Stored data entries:
++++++++
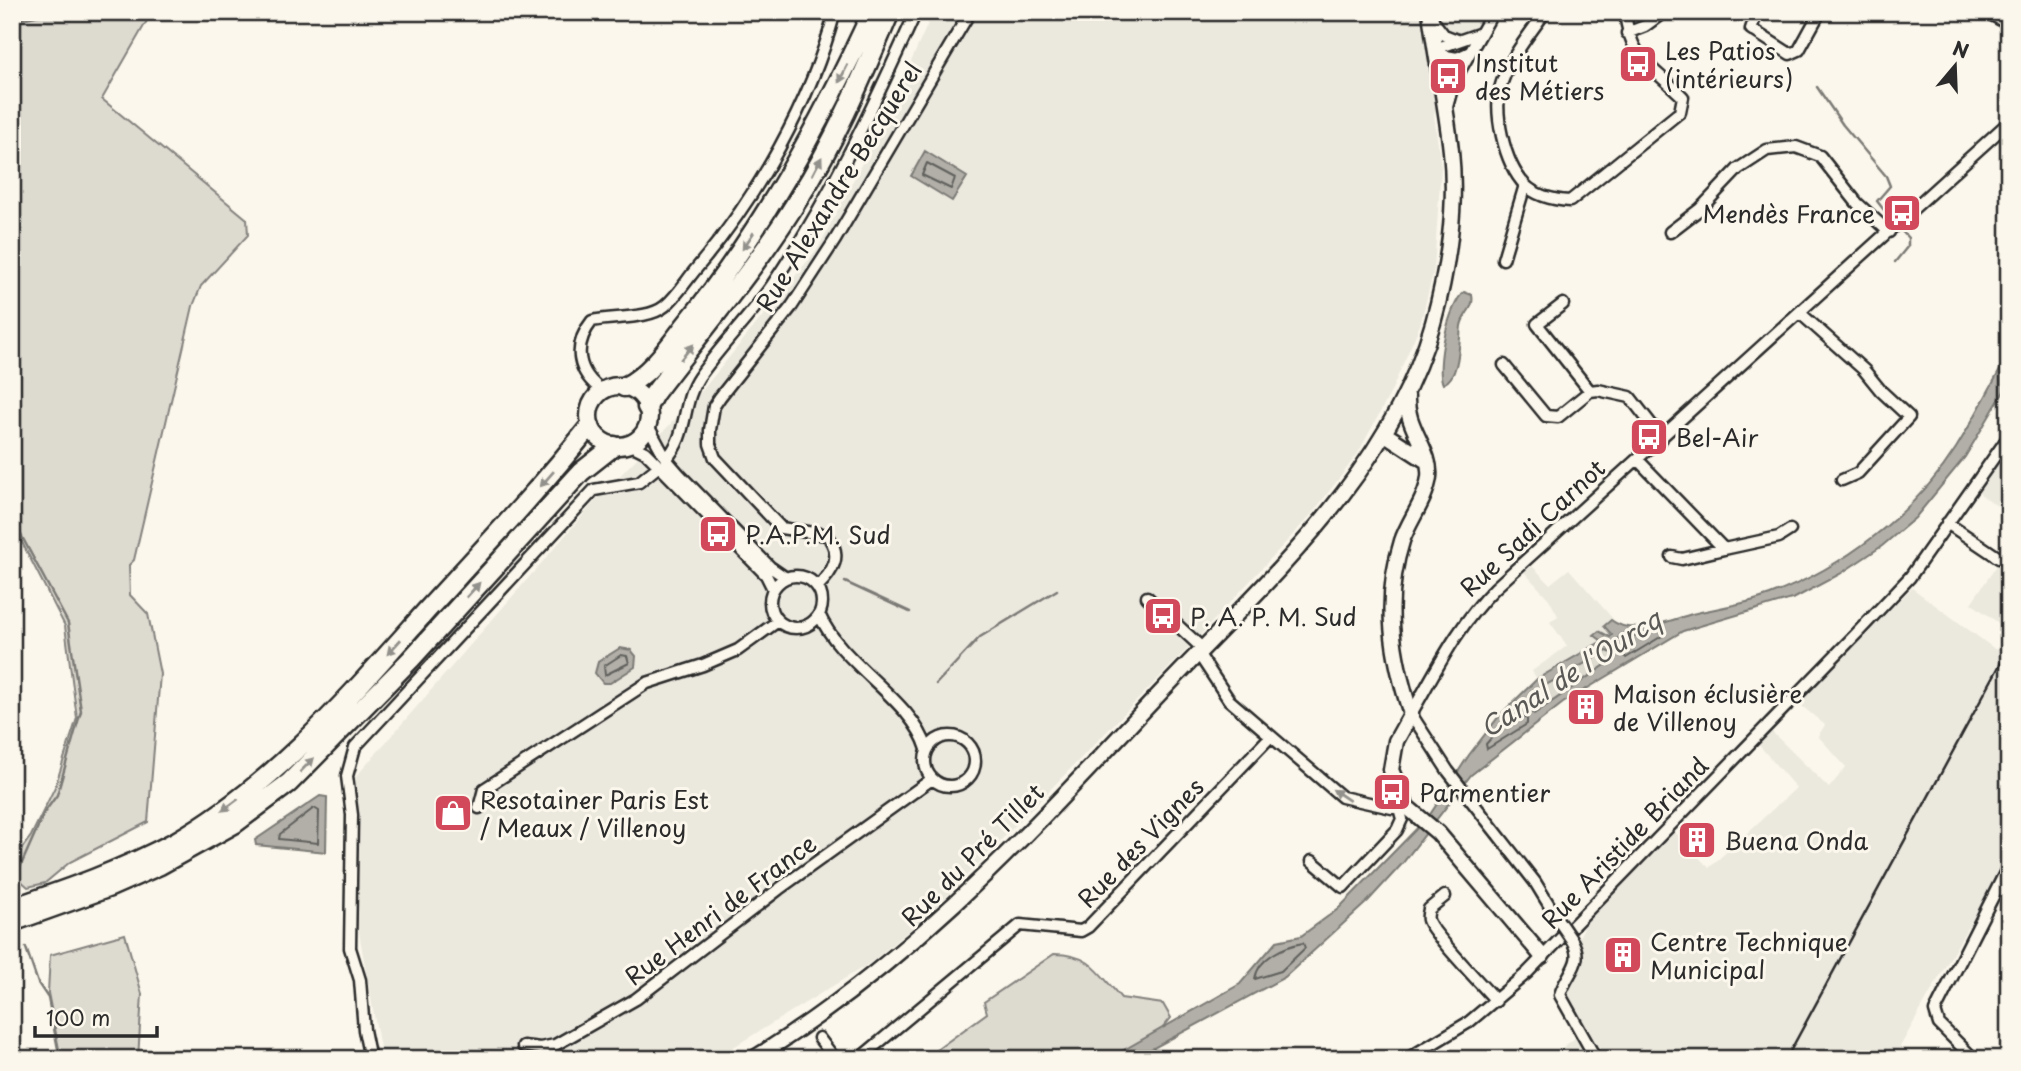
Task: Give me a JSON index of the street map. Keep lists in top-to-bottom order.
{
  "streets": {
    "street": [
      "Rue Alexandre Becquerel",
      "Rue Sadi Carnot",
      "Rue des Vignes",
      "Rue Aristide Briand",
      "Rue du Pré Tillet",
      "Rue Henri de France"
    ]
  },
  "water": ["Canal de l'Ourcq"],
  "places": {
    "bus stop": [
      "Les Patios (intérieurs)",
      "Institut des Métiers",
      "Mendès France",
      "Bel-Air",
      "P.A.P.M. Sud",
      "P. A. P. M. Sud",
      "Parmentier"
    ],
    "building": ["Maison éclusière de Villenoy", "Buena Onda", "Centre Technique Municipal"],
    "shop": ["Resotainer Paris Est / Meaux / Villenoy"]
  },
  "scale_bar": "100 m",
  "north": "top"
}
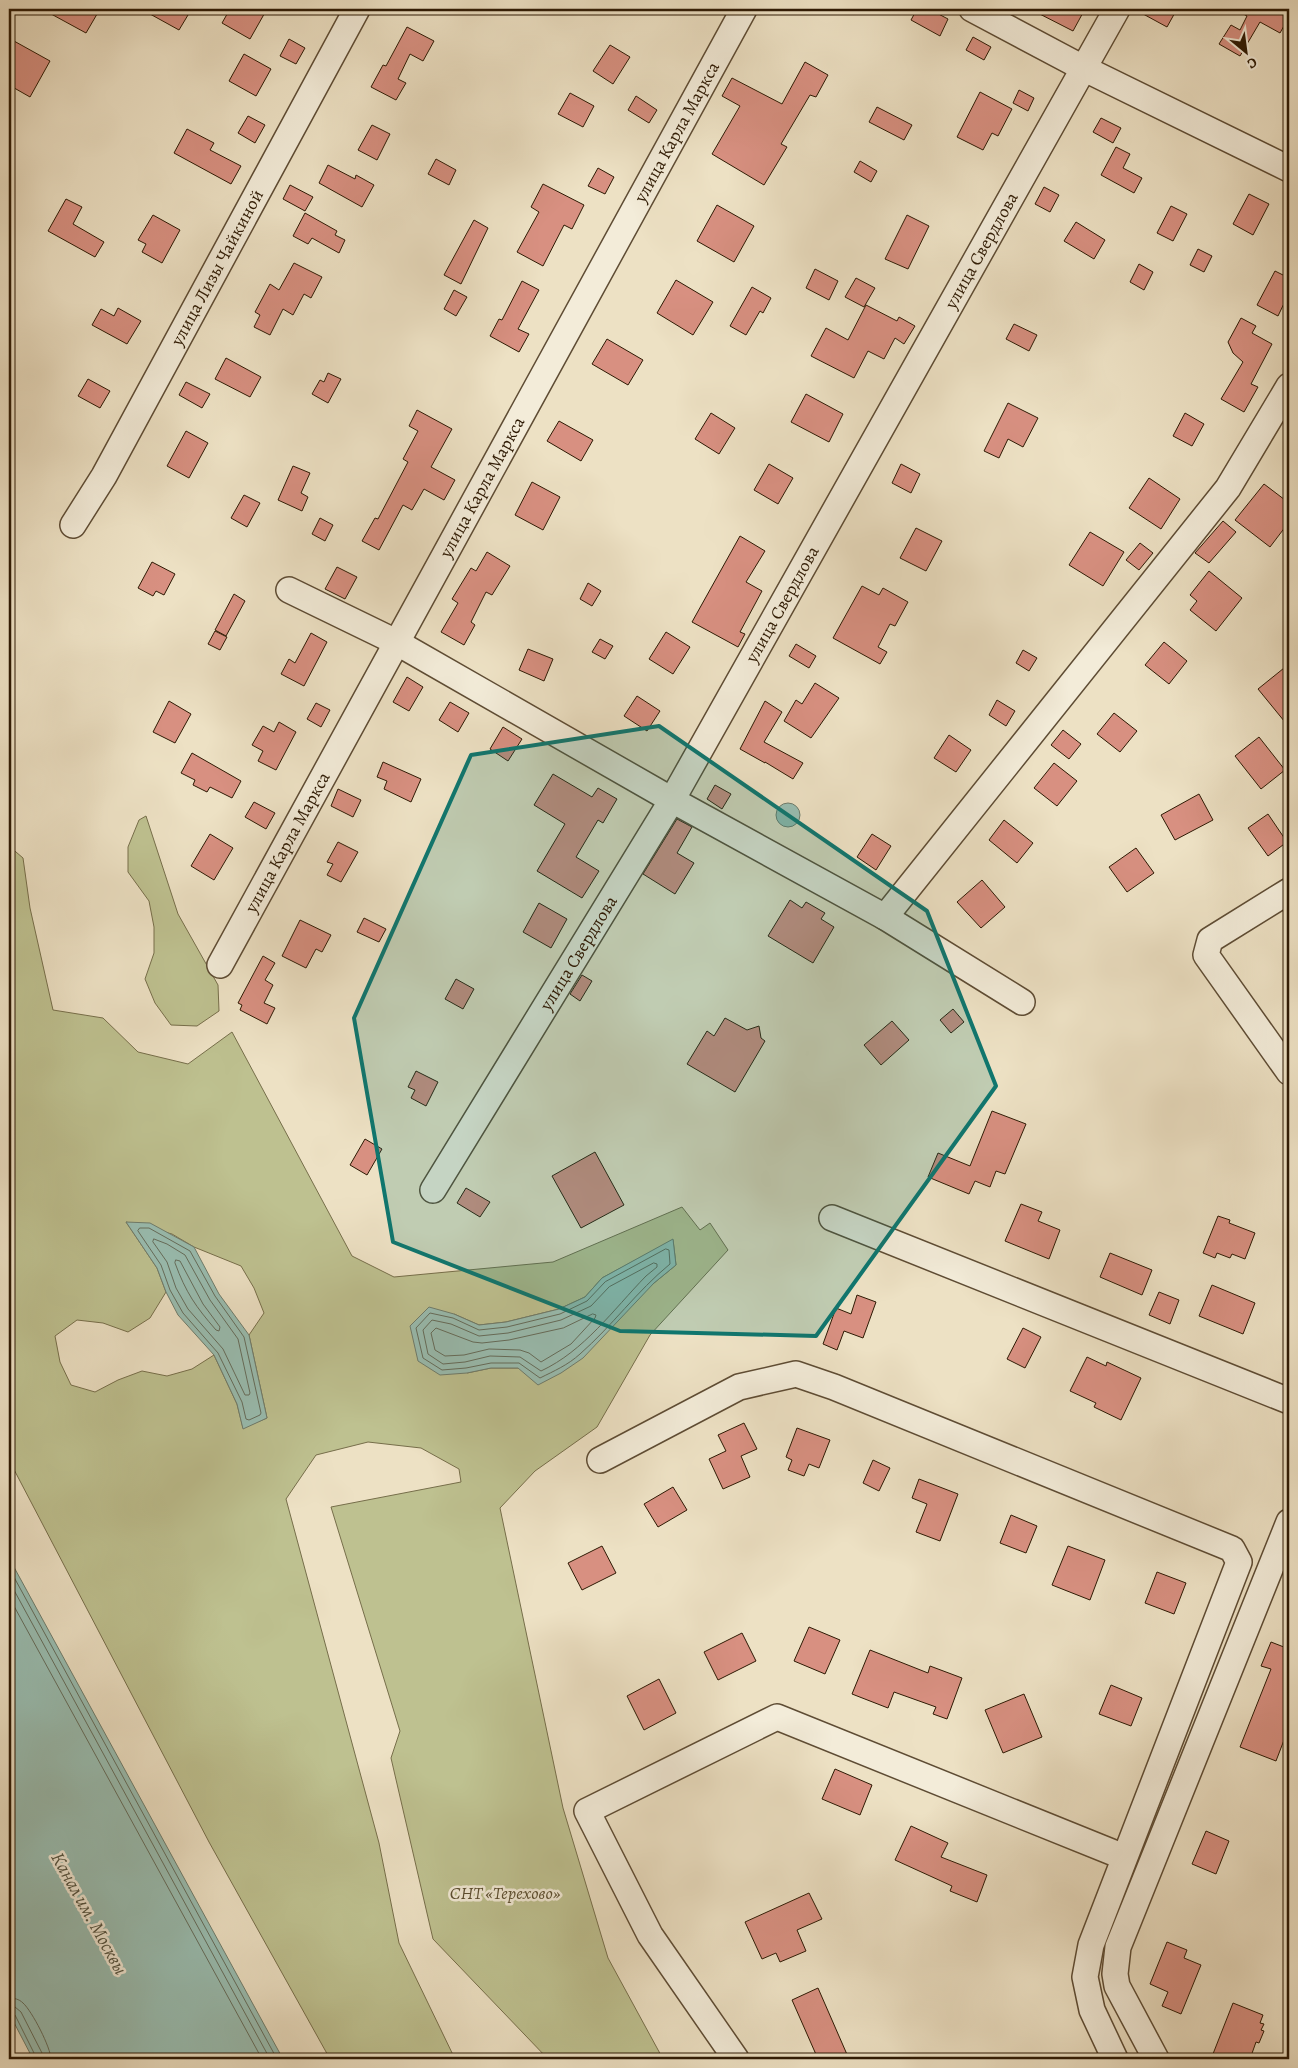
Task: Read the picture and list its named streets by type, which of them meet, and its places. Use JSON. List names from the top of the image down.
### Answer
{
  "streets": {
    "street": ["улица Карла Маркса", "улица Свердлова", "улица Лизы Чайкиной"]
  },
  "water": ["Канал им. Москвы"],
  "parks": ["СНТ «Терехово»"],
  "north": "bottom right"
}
++++++++
[ACTION ITEM]:
Take the line that contains "Task: Read the" and every line after it to the end of the entries above, and reproduce them exactly.

[SOLUTION TO THIS EXERCISE]:
Task: Read the picture and list its named streets by type, which of them meet, and its places. Use JSON. List names from the top of the image down.
### Answer
{
  "streets": {
    "street": ["улица Карла Маркса", "улица Свердлова", "улица Лизы Чайкиной"]
  },
  "water": ["Канал им. Москвы"],
  "parks": ["СНТ «Терехово»"],
  "north": "bottom right"
}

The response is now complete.